Problem statement
Find the word "Creek" in the data. Return every line where it appears.

[Saved data entries]
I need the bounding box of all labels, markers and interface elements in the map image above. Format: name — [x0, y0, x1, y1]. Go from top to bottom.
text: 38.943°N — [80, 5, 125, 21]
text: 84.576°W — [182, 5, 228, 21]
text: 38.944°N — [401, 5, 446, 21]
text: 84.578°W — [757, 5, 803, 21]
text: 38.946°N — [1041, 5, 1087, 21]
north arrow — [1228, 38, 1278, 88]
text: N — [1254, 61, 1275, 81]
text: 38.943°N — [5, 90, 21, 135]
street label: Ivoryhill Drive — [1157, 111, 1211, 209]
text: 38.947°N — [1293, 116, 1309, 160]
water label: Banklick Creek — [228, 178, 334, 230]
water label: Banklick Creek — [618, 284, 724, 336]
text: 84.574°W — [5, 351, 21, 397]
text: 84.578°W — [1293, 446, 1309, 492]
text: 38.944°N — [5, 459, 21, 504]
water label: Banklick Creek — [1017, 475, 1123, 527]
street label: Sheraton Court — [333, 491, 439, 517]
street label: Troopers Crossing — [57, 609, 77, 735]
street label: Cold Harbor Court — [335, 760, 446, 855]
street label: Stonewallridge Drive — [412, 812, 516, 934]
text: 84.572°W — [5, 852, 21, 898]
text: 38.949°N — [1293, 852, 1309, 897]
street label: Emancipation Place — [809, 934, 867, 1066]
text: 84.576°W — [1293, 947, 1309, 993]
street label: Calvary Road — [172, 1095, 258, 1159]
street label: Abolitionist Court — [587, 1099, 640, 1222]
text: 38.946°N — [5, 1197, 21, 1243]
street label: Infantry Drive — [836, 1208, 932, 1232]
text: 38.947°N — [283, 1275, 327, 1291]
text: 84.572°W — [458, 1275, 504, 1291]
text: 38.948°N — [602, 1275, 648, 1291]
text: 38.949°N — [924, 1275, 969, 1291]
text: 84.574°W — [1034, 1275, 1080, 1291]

Output for this exercise
water label: Banklick Creek — [228, 178, 334, 230]
water label: Banklick Creek — [618, 284, 724, 336]
water label: Banklick Creek — [1017, 475, 1123, 527]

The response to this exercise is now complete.